Through These Eyes: Hope Mills

JustinJones

Listen to Justin read this piece: Hope Mills

Summers in North Carolina are hot. Impossibly hot. It’s the kind of hot that gives one pause when he reads a thermometer. “It says 80 degrees, but that can’t be right,” you tell yourself. “It must be broken.” The weatherman, too, is wrong. Eighty doesn’t feel like THIS. Eighty is doable. But this, this is hell.

The weatherman uses terms like “humidity” and “heat index” to explain why it feels so hot, but these things don’t matter when you’re outside. None of it does, really. It’s just so damn hot. And unless you’re on the coast or perched on top of a mountain, the wind isn’t much help, either.

Sure, there are places with summers hotter than North Carolina, but as a resident, you believe this only when you’re hearing about them on the radio in your air-conditioned car or from the comfort of your bedroom when Al Roker says something on the Today Show about Nevada: “And a message to keep cool to our friends in Dyer, Nevada, where the temperature today will hit 110!” Roker says. “…And here’s what’s happening in your neck of the woods.”

My neck of the woods happens to be North Carolina. I’m from a town called Hope Mills, 2 hours away from the beach, and home to Hope Mills Lake and Becky’s Cafe. Hope Mills is a place where the Fighting Tigers defend their turf from rival high school football teams and old ladies gather at the senior center to share gossip and play pinochle. It’s a patriotic, cozy town.

Hope Mills is the place I first trick-or-treated. It’s where I spent my first Christmases and my first summers. I had my first “girlfriends” here, my first kiss, my first job, my high school graduation. It’s also the place where my mom and I watched her boyfriend kill himself in ‘92. It’s where I lost my mother in ‘98. Hope Mills is where I made my fondest, as well as my most tragic, memories.

The constant in most of my recollections from Hope Mills is the heat, and its often-unbearable humidity. I remember, for example, sweating through my Superman costume during an early Halloween. I remember Christmases during which we wore our springtime clothes. I remember the crickets chirping, the ambulance lights flashing, and the heat baking—especially the heat—during both aforementioned tragedies.

My family wasn’t wealthy, but neither were we poor. I suppose “lower-middle-class” is appropriate. My mom and I lived in an apartment building subsidized by the government, but I was fortunate enough to have toys and new clothes, albeit from discount stores like Kmart. After she died, I moved in with my brother and sister-in-law, a young and money-conscious couple. Both places—my mom’s house, and later my brother’s house—were warm in the summer. It wasn’t that we didn’t have air conditioning—we did—but inadequate, automatic fans did the heavy lifting on summer nights (A/C is a pricey luxury to some, especially in the South).
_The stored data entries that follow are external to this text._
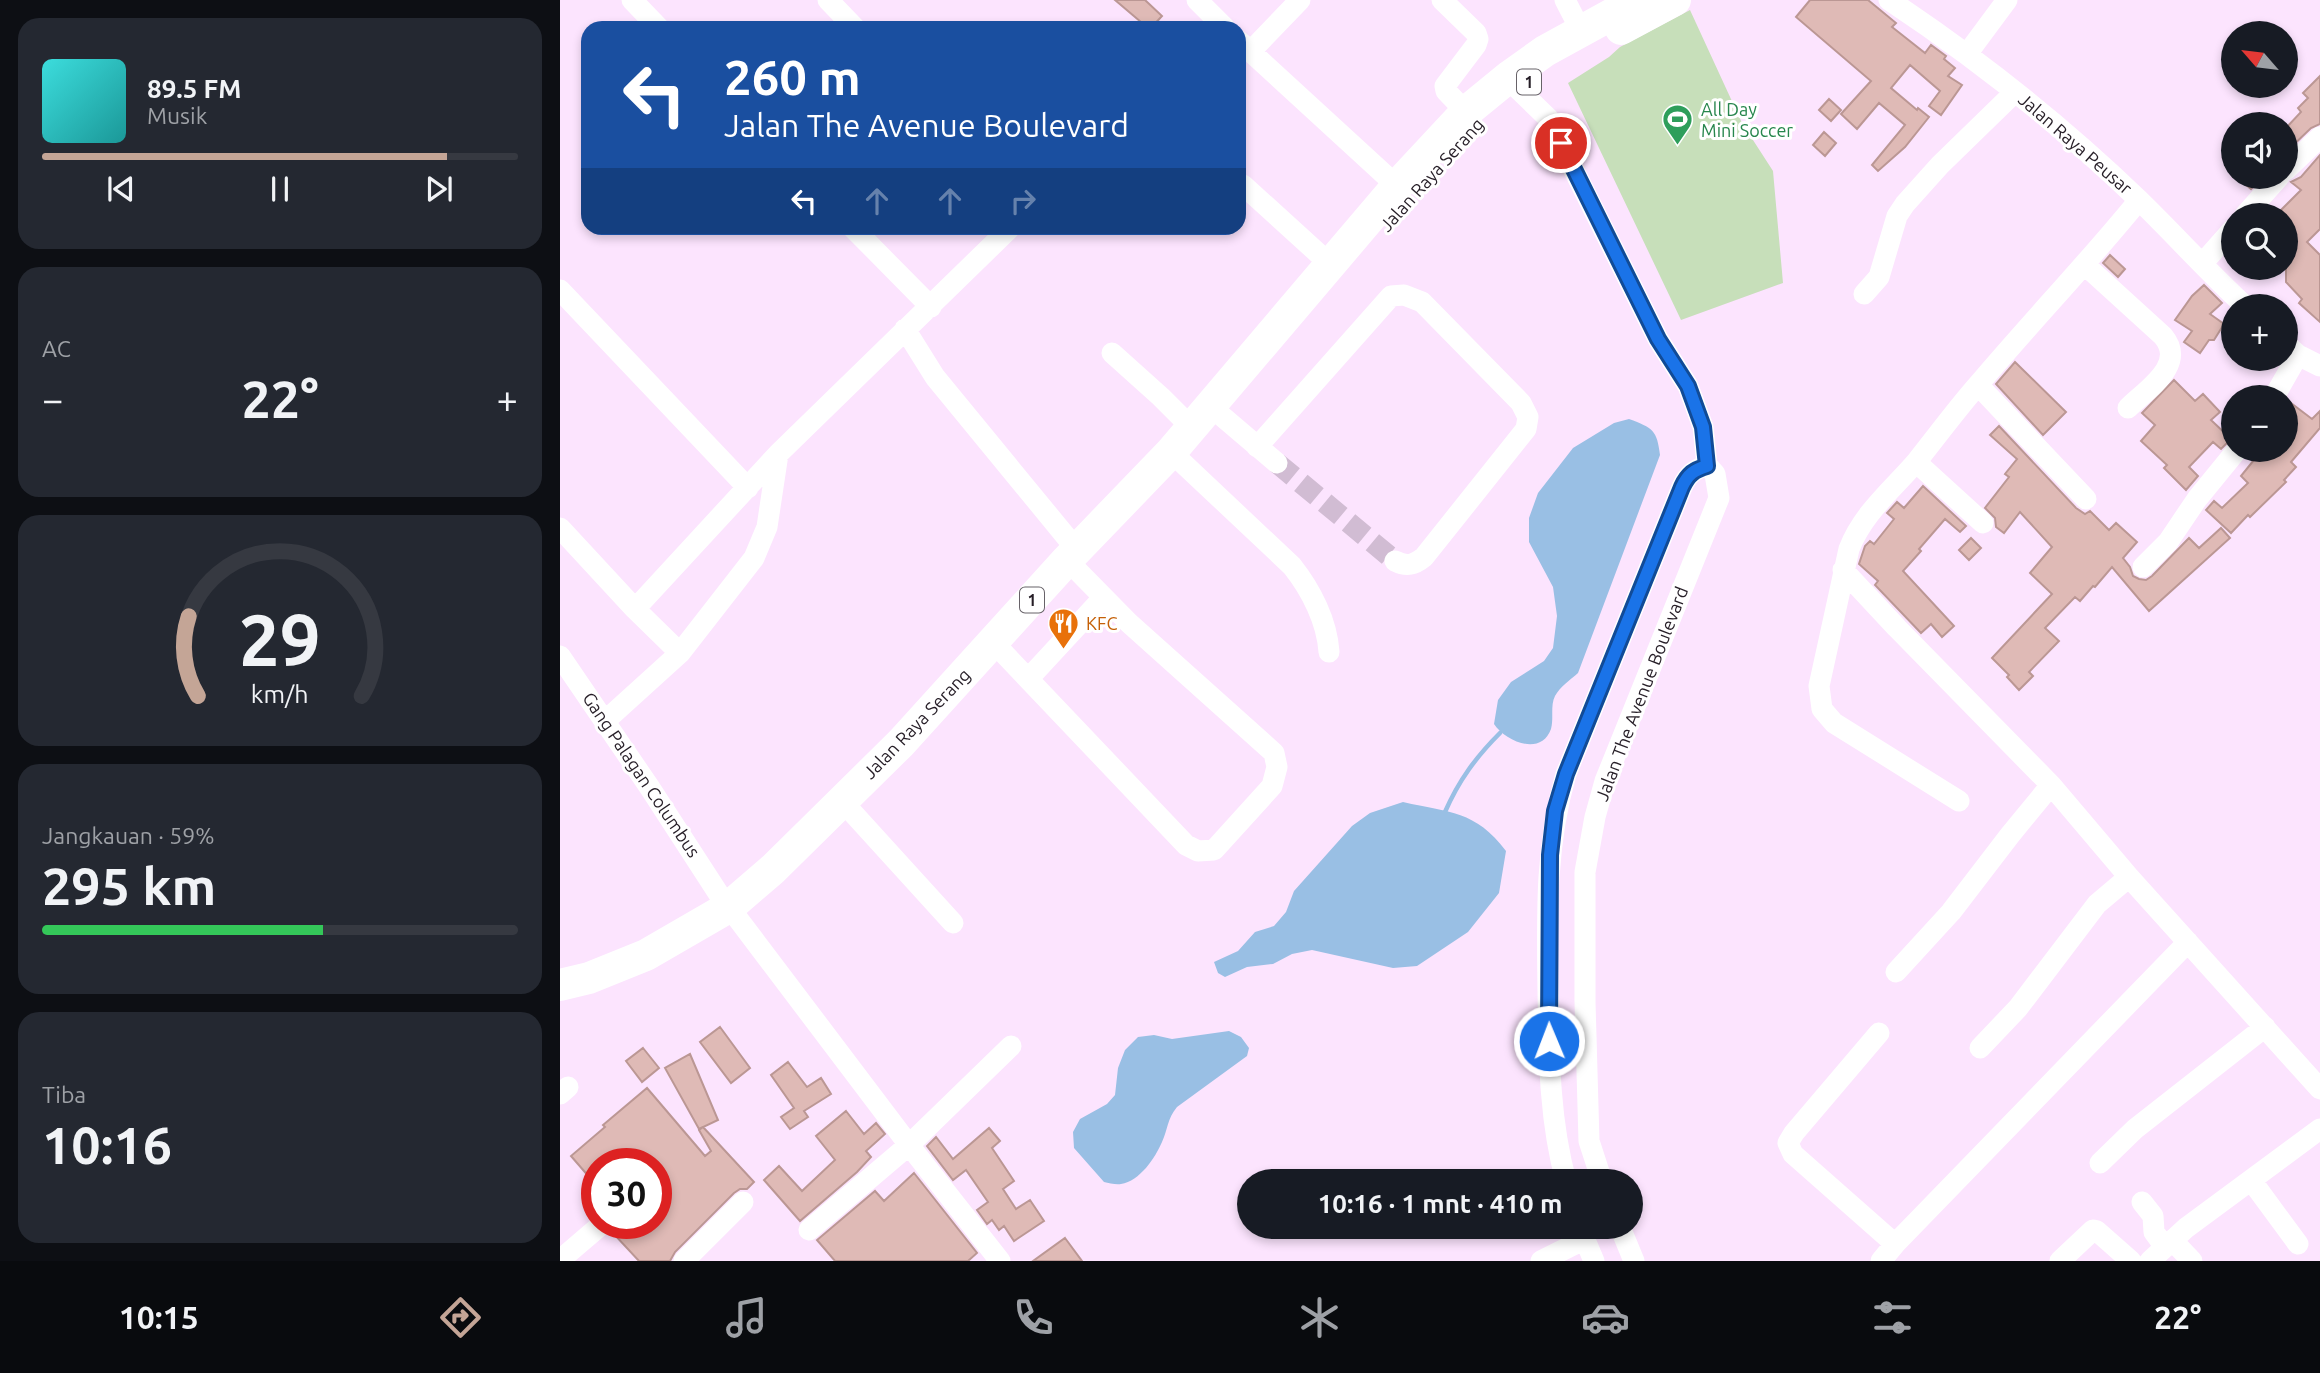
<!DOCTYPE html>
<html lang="id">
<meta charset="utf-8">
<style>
body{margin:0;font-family:Ubuntu,sans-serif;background:#242831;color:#f1f3f6;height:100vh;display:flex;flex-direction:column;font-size:26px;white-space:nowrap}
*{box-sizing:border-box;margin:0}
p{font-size:23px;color:#9ea1a6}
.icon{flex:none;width:38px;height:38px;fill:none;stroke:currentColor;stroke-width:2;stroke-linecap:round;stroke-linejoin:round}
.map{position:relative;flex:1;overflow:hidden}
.side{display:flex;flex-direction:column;gap:18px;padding:18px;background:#0d0f14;width:560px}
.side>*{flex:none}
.top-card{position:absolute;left:21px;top:21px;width:665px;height:214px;border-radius:21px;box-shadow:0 4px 10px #0003;background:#1a4fa0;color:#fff;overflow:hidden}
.needle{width:46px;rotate:298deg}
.tools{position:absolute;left:1661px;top:21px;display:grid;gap:14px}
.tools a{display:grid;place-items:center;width:77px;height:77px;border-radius:50%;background:#171b24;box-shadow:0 4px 10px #0003;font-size:35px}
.speed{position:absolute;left:21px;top:1148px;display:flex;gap:14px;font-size:35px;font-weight:700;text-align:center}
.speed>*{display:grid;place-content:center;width:91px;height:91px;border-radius:50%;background:#171b24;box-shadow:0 4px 10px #0003;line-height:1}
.speed .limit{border:10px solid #d22;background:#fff;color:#111}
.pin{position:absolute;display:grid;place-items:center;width:60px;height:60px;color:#fff;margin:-30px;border:4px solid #fff;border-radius:50%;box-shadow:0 2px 7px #0007}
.me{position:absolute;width:77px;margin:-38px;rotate:359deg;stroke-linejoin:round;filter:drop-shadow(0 0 5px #0008)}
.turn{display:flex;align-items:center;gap:24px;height:147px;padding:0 28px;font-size:32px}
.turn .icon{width:91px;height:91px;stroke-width:2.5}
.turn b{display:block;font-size:49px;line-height:60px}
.lanes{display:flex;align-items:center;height:66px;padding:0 28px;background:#0003;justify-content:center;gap:35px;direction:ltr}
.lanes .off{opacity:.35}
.big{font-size:52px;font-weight:600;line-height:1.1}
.side .widget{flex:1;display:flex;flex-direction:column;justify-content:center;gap:10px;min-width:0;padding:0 24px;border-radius:21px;background:#242831}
.side .dial{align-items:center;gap:0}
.dial svg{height:182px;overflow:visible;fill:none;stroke:#363941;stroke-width:7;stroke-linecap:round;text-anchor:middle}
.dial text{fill:#f1f3f6;stroke:none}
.song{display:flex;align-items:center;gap:21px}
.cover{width:84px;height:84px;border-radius:10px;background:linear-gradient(135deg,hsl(180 70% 55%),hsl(180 70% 35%))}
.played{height:7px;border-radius:4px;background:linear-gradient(90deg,#c4a596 85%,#363941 85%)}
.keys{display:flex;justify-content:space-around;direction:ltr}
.heat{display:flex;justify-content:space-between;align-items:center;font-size:38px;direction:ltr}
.charge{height:10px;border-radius:5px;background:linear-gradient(90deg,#34c759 59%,#363941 0)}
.trip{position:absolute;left:677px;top:1169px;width:406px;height:70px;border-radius:35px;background:#171b24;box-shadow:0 4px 10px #0003;font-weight:600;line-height:70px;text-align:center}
.tabs{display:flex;height:112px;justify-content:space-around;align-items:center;background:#090b0e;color:#9ea1a6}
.tabs .icon{width:49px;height:49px}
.tabs .on{color:#c4a596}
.tabs b{font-size:32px;color:#f1f3f6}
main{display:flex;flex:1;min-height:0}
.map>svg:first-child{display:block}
</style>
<main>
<section class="side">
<div class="widget">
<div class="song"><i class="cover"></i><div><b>89.5 FM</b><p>Musik</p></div></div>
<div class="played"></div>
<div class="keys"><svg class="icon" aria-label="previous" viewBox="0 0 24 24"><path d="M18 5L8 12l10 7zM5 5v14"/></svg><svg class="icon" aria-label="pause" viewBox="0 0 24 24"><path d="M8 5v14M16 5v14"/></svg><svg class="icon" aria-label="next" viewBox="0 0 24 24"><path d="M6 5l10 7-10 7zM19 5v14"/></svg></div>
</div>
<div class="widget"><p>AC</p>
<div class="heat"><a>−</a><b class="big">22°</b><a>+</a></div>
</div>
<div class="widget dial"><svg viewBox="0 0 100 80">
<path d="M14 69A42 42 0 1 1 86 69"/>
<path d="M14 69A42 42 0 0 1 10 34" stroke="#c4a596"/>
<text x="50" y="56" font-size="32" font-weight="700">29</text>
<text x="50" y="72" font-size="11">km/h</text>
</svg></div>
<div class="widget"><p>Jangkauan · 59%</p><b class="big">295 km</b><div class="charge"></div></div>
<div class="widget"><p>Tiba</p><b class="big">10:16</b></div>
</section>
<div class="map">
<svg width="1760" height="1261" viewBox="0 0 1760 1261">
<rect width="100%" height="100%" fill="#fce4fe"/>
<path fill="#c7dfba" d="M1130,10L1182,123L1213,171L1223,283L1121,320L1008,83L1049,57L1060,47Z"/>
<path fill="#99bfe4" d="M1069,419C1093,428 1097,430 1100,455L1018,673C1010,680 1000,687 995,696C990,706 994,718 991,729C981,757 945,741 934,724L938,700L951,682L984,661L993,648L997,616L993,587L969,542V518L978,493L1013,448L1054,423Z
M843,802C890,813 915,810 946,851L939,893L908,932L857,966L833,968L752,950L732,954L713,964L687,967L665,977L658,973L654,962L678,951L695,932L714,926L726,912L734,891L792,826L810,813Z
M669,1031L681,1037L689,1048L687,1056L617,1107C607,1119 608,1129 602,1142C595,1158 580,1181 561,1184C556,1185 549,1183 544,1182L514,1148L513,1132L520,1119L547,1104L555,1095L558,1068L565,1050L578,1037L594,1035L612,1039Z"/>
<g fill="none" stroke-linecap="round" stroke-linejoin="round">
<path stroke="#99bfe4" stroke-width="4.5" d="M885,812C899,780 916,757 940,733"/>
</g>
<path fill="#dfbab6" stroke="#bb9794" stroke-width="2" d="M555,0H585L602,16L591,28H588Z
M1250,0H1308L1336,23L1332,27L1365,53L1371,45L1386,56L1384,59L1395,68L1388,76L1402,85L1381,115L1369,106L1380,91L1350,65L1331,88L1357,110L1358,108L1369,117L1345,147L1318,171L1312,165L1345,125L1319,103L1297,129L1281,114L1311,81L1236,17Z
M1760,76V124L1751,128L1726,152V128L1741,112L1738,108L1748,98L1743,93Z
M1269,99L1281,110L1271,121L1259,110Z
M1264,132L1276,143L1265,156L1253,145Z
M1760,155V229L1747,242L1760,255V322L1739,303L1742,299L1726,282V215H1716L1741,190L1731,182L1741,177Z
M1692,177H1702L1691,189L1685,184Z
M1550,255L1565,269L1558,277L1543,263Z
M1644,285L1662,303L1650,314L1664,324L1654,340H1649L1640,353L1624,342L1632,331L1615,320L1632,296Z
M1455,362L1506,412L1483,435L1436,384Z
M1614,380L1635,401L1643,394L1660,412L1651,420L1671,439L1661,449L1653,442L1629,467L1638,476L1626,490L1604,468L1607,465L1581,441L1595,425L1582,413Z
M1727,400L1752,419L1760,411V428L1731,462L1736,467L1724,480L1726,482L1690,517L1688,515L1671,533L1646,510L1654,501L1662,508L1688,483L1681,476L1702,450H1726Z
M1439,426L1516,508L1525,514L1530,511L1549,530L1556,523L1577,542L1563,558L1570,567L1573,576L1579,579L1586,580L1592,576L1629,538L1639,548L1661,528L1670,538L1589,611L1552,567L1535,587L1533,586L1520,601L1515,597L1485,628L1499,641L1469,672L1473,676L1459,690L1447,677L1449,675L1432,658L1492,594L1470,573L1492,547L1460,512L1444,533L1436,527L1435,518L1425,508L1449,477L1445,474L1457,459L1430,435Z
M1363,486L1406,526L1400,532L1385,519L1359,549L1361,551L1343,571L1394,626L1382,637L1371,624L1361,633L1315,585L1318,581L1299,564L1305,546L1310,541L1314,544L1334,519L1327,513L1337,502L1344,508Z
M1411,538L1421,548L1409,560L1399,550Z
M160,1027L190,1068L171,1083L140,1042Z
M83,1048L99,1068L82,1082L66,1061Z
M130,1054L158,1120L143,1127L194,1182L187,1189H180L174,1193L115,1252L110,1261H79L52,1232L54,1223H96V1164H37V1186L11,1156L45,1127L43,1125L87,1088L145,1156L151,1151L139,1130L143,1127L139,1129L105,1068Z
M228,1062L247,1087L261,1078L271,1094L244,1111L248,1117L230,1129L221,1117L234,1108L211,1075Z
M286,1111L304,1134L316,1123L325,1134L306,1151L311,1157L297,1172L240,1221L204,1180L219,1166L242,1191L275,1160L256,1136Z
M429,1128L440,1141L432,1148L454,1181L443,1189L456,1209L470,1200L484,1221L454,1241L444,1226L439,1230L432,1220L427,1224L417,1210L428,1202L406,1170L393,1180L367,1146L376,1137L393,1159Z
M354,1173L417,1253L408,1261H275L257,1240L315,1191L324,1201Z
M505,1238L522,1261H473Z"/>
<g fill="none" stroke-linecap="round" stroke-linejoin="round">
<path stroke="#d1bcd3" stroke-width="21" stroke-dasharray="21 10" stroke-linecap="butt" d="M717,463L835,561"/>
<path stroke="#fff" stroke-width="21" d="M72,0L99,28
M268,0L295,28
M637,0L665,28
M882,0L916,33L918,39L916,45L885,86L886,91L906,112
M1005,0L1021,31
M1329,0C1418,59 1502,126 1579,200C1615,235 1648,272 1685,306
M679,41L837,186
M690,52L740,0
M1407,54L1447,0
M950,76L958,89L988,118L1098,339L1128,386L1143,427L1147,465L1155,474L1159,498L1045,781L1035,817L1025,872V1002L1029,1141L1042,1181
M1726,170L1760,137
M683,185L771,265
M1685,215L1719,177
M293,228L371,307
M1642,264L1673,229
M1525,265L1603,336C1627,365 1587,389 1568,408
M0,290L188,488
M1304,294L1319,277L1337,216L1345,204L1380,165L1455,92
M345,329L375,377L517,550
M1726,344L1738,355L1760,366
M552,353L601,397L631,427
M1418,385L1526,499
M1714,397L1738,355
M650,406L717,463
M697,447L831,296L844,295L862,302L961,403L968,417L966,429L864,557C854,565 847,567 835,561
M611,452L732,566C751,590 767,621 769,652
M1356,462L1423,523
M0,528L75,609L120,653
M1583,567L1608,542L1637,499L1677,450
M1283,570L1337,628L1491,785L1569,877L1760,1089
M75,609L218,454
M434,643L626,845L638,851L654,850L712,786L717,767L714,753L569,623L507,560
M0,656L90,788L160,896
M469,678L543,598
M45,721L120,653L194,558L207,527L218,454L450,228
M282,801L393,923
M1399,801L1274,723L1262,709L1259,686L1289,549C1303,513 1332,490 1357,461C1377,436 1396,410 1417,386C1470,323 1527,264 1579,200
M169,907L349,1145L440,1261
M1336,972L1391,912L1450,835L1491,785
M1319,1033L1234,1133L1228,1143L1233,1154L1335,1244
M1420,1048L1458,1008L1537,904L1569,877
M0,1094L8,1087
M1540,1163L1575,1129L1705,1027
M1691,1180L1738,1244
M1006,1181C989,1119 989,1055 988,991C987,916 985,846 1006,774L1122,487C1128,474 1134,470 1147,465
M1582,1202L1593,1216L1594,1232L1605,1247
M1060,1227L1074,1261
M1020,1228L1034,1261
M249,1230L349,1145L451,1046
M1612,1240L1632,1261
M0,1260L41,1225
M124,1261L183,1202
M981,1261L1025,1239
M1321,1261L1335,1244L1628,942
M1500,1261L1533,1230L1537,1231L1571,1261
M1590,1261L1626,1228L1760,1129"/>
<path stroke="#fff" stroke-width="32" d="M1061,29L1115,0
M0,985L29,978L86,955L169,907L212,870L341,743L507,560L611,452L837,186L906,112L950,76L985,51L1078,0"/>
</g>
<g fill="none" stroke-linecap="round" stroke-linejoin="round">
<defs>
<path id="route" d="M989,1041L990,855L995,811L1006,774L1122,487C1128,474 1134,470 1147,466L1143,427L1128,386L1098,339L1001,143"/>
</defs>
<use href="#route" stroke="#114b97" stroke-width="18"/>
<use href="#route" stroke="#1a73e8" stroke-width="12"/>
</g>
<defs>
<symbol id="stadium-pin" viewBox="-11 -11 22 30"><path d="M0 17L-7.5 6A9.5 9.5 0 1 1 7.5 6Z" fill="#2e9e5b" stroke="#fff"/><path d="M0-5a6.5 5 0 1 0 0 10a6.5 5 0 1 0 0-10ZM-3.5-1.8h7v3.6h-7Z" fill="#fff"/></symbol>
<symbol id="restaurant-pin" viewBox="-11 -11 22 30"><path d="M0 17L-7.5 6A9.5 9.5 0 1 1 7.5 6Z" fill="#e8710a" stroke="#fff"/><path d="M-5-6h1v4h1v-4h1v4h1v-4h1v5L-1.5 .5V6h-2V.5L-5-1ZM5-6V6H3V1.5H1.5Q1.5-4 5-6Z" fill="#fff"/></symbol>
</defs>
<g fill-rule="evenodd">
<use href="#stadium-pin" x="1100" y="102" width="35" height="47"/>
<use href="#restaurant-pin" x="486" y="606" width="35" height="47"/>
</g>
<g text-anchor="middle" stroke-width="6" stroke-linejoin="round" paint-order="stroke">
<g fill="#fff" stroke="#676268" stroke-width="2">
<rect x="957" y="69.5" width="24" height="25" rx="5"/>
<rect x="460" y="587.5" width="24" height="25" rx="5"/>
</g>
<g font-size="16" font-weight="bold" fill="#261e27">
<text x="969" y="88">1</text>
<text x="472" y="606">1</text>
</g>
<g font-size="18" fill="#27864d" stroke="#fff" text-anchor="start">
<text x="1141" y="116">All Day<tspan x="1141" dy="21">Mini Soccer</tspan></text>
</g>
<g font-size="18" fill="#261e27" stroke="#fff">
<text transform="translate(1515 144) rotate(41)" y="6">Jalan Raya Peusar</text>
<text transform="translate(872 175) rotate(-48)" y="6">Jalan Raya Serang</text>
<text transform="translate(1082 694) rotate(-69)" y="6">Jalan The Avenue Boulevard</text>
<text transform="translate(357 724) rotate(-46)" y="6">Jalan Raya Serang</text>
<text transform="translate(81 775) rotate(56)" y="6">Gang Palagan Columbus</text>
</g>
<g font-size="18" fill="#c56008" stroke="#fff" text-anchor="start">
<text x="526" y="630">KFC</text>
</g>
</g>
</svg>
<div class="tools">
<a><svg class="needle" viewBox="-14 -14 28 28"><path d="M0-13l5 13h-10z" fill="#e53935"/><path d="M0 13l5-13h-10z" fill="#9ea1a6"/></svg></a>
<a><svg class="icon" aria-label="sound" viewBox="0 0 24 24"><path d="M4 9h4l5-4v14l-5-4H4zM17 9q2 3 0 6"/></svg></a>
<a><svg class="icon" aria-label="search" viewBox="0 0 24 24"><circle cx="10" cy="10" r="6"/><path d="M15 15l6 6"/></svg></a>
<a>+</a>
<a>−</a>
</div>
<div class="speed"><div class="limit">30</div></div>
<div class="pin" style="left:1001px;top:143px;background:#d93025"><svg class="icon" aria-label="arrive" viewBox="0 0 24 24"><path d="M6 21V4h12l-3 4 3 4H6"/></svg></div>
<svg class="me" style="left:989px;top:1041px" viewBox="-20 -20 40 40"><circle r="17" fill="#1a73e8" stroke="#fff" stroke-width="3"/><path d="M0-11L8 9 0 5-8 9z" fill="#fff"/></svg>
<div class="trip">10:16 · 1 mnt · 410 m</div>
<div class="top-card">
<div class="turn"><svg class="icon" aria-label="left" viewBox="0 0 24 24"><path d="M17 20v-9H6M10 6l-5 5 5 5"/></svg><div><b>260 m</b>Jalan The Avenue Boulevard</div></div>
<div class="lanes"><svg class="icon" aria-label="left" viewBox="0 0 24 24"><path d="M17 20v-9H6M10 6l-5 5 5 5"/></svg><svg class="icon off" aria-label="ahead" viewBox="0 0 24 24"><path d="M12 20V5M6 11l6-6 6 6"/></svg><svg class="icon off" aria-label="ahead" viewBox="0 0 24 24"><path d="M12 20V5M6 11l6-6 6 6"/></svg><svg class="icon off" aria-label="right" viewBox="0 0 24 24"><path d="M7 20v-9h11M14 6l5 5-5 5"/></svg></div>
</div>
</div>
</main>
<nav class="tabs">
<b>10:15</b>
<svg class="icon on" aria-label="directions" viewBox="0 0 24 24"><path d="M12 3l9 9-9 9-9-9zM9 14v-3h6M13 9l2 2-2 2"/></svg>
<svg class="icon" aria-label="music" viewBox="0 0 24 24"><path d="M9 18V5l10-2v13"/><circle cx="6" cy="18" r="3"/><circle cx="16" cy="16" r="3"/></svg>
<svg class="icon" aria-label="phone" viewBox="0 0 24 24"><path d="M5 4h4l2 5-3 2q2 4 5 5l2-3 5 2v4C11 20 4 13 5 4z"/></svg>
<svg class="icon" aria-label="climate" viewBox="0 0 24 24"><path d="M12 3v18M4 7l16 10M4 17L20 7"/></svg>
<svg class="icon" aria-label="car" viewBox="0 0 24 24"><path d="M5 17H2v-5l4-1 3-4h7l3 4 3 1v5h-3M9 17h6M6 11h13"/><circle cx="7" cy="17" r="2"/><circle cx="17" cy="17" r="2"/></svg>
<svg class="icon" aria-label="filters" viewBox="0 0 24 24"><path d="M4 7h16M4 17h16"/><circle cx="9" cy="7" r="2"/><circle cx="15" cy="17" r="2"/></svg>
<b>22°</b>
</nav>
We’d leave the windows open when it was cool enough. We never needed comforters. I always felt uncomfortable on these nights. It was always sticky, always stale.

I spent 17 years of my life here. I saw 17 summers in Hope Mills. 17 summers of growing up, discovering who I was, and—more importantly—who I wanted to become. But despite all the things I experienced in the North Carolina heat, I didn’t spend a single summer being openly gay. “Gay” was taboo. “Gay” was unacceptable.

All of this comes to mind now because another tragedy unfolded in my home state recently. On May 8, the North Carolina electorate voted for a constitutional prohibition of same-sex marriage. I wasn’t surprised it passed, but when I heard that it had, I suddenly felt hot, as if my boiling childhood memories seized me to present another summertime tragedy.

I miss North Carolina. I miss Hope Mills and its small town charm. It really is a wonderful place. But I’d never live there again. Not without a climate change.